── Given data ──

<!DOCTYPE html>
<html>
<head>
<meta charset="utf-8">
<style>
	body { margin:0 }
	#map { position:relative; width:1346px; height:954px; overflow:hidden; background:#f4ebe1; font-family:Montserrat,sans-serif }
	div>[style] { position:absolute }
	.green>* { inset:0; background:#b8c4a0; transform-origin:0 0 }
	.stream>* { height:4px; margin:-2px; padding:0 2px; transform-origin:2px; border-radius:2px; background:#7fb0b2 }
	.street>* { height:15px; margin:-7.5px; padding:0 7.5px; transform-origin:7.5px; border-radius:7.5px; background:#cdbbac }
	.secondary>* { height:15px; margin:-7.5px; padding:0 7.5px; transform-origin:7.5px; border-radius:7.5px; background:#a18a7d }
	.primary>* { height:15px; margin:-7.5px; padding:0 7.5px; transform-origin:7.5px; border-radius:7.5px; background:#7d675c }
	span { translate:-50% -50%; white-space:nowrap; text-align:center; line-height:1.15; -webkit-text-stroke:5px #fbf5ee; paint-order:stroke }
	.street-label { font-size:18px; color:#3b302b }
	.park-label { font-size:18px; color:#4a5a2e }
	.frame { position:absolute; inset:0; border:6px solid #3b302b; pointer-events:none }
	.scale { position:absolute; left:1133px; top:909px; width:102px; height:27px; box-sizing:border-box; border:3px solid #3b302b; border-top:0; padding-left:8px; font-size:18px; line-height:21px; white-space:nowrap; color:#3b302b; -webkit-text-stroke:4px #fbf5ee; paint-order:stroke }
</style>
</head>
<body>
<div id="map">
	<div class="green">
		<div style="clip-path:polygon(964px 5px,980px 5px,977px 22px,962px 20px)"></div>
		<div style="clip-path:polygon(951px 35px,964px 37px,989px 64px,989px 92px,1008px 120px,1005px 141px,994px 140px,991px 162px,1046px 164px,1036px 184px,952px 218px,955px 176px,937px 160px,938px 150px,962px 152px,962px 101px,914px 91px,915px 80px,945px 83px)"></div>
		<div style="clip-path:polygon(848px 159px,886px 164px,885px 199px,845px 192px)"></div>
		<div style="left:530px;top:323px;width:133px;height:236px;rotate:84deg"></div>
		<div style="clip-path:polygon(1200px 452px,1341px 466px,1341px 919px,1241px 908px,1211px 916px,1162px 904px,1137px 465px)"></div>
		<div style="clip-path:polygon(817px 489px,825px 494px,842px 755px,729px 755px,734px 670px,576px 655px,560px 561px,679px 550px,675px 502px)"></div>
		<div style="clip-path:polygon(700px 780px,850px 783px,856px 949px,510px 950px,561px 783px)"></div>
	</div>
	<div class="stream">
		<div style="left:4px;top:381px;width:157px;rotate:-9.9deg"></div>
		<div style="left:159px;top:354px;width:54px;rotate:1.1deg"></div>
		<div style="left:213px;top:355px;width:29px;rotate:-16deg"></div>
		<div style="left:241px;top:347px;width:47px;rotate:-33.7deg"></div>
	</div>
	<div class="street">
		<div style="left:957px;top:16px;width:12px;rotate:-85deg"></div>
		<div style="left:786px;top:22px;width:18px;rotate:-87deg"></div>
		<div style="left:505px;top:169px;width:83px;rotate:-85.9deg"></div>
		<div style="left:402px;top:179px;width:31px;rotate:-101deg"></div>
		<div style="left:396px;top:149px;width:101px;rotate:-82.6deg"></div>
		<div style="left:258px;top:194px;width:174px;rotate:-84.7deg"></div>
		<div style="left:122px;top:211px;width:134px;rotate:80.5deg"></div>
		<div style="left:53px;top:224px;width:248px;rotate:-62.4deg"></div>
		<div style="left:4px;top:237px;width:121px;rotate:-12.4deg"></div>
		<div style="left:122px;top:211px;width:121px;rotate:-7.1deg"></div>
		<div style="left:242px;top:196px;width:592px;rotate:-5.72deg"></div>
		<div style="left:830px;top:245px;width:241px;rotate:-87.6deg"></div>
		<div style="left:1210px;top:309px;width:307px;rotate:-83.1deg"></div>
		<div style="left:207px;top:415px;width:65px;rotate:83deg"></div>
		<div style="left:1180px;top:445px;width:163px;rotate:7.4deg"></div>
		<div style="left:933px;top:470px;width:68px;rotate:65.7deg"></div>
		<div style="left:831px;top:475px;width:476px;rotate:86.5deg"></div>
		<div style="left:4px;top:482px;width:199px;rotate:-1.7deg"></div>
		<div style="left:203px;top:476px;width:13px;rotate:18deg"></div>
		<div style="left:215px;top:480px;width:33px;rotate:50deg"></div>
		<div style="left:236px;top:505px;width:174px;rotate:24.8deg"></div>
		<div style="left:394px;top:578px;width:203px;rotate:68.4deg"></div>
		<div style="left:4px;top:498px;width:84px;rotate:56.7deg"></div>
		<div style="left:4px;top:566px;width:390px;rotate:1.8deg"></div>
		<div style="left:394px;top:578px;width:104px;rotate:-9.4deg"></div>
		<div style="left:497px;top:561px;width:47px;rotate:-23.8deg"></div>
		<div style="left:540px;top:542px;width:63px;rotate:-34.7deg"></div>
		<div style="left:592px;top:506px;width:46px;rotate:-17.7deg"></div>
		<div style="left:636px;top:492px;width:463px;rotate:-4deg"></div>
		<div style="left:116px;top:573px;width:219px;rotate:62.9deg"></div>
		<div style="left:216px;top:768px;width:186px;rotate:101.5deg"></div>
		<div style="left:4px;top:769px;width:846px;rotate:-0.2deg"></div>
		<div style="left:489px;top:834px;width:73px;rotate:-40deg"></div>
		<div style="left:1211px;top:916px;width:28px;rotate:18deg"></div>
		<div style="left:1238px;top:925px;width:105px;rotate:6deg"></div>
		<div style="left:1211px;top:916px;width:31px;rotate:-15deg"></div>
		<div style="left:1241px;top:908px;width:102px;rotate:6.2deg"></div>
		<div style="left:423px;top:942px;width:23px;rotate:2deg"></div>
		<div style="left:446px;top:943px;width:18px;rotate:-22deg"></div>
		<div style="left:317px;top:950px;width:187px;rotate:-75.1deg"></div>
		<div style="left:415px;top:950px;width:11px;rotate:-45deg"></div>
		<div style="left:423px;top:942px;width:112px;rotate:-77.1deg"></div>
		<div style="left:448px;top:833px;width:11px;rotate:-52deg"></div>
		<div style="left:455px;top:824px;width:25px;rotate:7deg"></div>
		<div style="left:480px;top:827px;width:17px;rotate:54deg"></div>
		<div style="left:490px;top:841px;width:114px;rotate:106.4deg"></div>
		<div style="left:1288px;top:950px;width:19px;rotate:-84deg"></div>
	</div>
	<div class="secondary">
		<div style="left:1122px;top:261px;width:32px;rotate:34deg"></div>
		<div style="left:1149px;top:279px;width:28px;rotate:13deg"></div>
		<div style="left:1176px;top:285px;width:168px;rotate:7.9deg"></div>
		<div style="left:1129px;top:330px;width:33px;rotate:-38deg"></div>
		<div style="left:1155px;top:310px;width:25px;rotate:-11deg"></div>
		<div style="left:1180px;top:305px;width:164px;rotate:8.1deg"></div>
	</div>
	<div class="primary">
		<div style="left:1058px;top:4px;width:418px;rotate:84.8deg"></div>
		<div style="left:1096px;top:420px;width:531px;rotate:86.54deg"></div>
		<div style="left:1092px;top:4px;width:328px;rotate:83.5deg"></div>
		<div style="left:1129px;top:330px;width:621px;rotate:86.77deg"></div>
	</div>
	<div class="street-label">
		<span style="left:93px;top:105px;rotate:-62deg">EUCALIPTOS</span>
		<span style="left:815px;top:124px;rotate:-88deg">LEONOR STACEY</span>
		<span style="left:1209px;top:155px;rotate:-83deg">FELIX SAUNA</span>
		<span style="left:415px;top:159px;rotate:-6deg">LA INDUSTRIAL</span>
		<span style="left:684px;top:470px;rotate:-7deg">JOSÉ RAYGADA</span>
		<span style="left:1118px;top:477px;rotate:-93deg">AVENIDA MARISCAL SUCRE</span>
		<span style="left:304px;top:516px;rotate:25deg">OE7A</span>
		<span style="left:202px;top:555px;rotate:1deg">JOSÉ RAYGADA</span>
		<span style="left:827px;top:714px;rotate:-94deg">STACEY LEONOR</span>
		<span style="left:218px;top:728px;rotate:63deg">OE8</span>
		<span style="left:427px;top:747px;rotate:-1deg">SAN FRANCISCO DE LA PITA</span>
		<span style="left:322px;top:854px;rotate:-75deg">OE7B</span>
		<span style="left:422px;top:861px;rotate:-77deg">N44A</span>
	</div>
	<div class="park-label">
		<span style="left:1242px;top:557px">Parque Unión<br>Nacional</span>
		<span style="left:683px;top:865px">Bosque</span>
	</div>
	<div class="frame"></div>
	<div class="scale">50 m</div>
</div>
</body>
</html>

───

* **What you need to do**
The lines to report are those in the material above that contain the word "stream"; copy every one of them.

* **Result of this exercise**
	.stream>* { height:4px; margin:-2px; padding:0 2px; transform-origin:2px; border-radius:2px; background:#7fb0b2 }
	<div class="stream">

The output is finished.